[Task inputs]

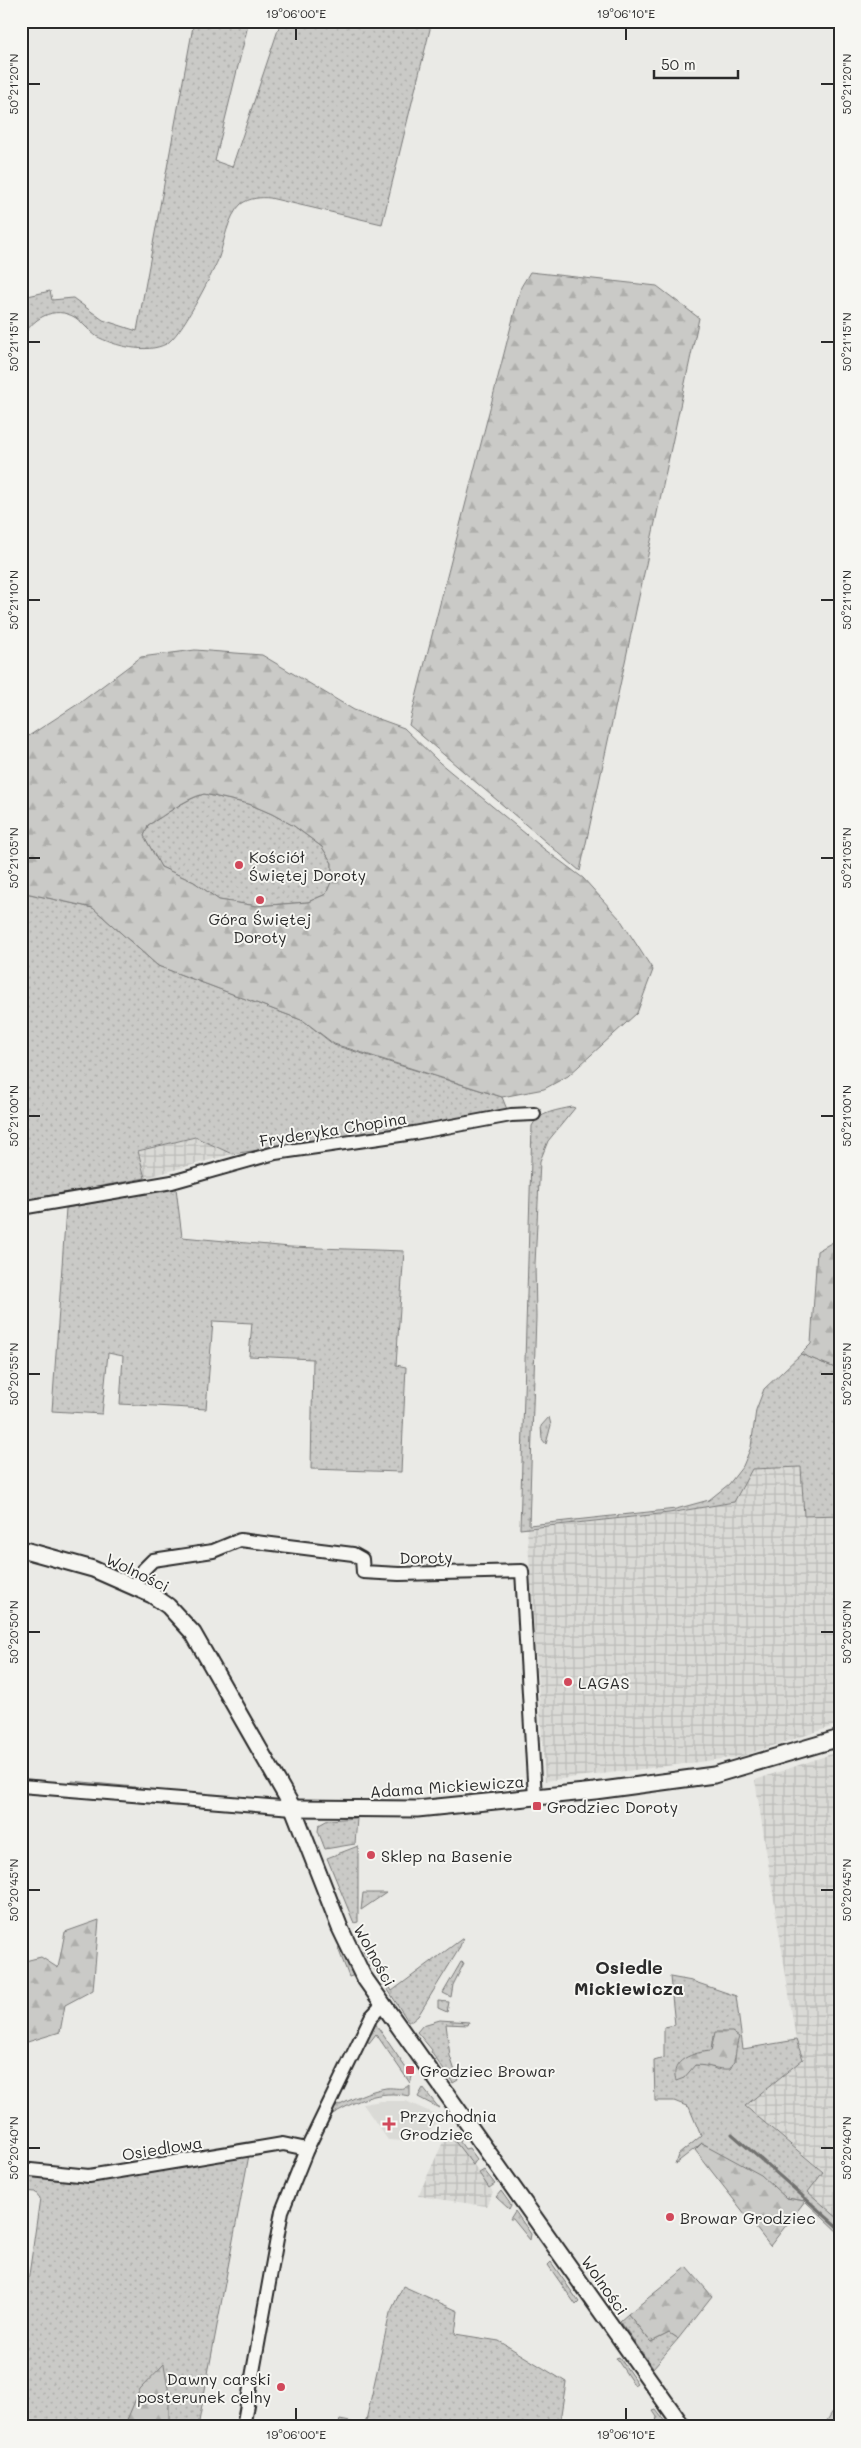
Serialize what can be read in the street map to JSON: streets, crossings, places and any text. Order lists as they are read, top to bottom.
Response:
{
  "streets": {
    "street": [
      "Fryderyka Chopina",
      "Doroty",
      "Wolności",
      "Adama Mickiewicza",
      "Osiedlowa"
    ]
  },
  "crossings": [
    ["Doroty", "Wolności"],
    ["Doroty", "Adama Mickiewicza"],
    ["Wolności", "Adama Mickiewicza"]
  ],
  "districts": ["Osiedle Mickiewicza"],
  "places": {
    "other": [
      "Kościół Świętej Doroty",
      "Góra Świętej Doroty",
      "LAGAS",
      "Sklep na Basenie",
      "Browar Grodziec",
      "Dawny carski posterunek celny"
    ],
    "transit": ["Grodziec Doroty", "Grodziec Browar"],
    "health": ["Przychodnia Grodziec"]
  },
  "scale_bar": "50 m",
  "coordinates": [
    "19°06'00\"E",
    "19°06'10\"E",
    "50°21'20\"N",
    "50°21'15\"N",
    "50°21'10\"N",
    "50°21'05\"N",
    "50°21'00\"N",
    "50°20'55\"N",
    "50°20'50\"N",
    "50°20'45\"N",
    "50°20'40\"N"
  ]
}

[/Task inputs]

● Task statement
Across the data, pull every line containing the string "Świętej".

● Result
      "Kościół Świętej Doroty",
      "Góra Świętej Doroty",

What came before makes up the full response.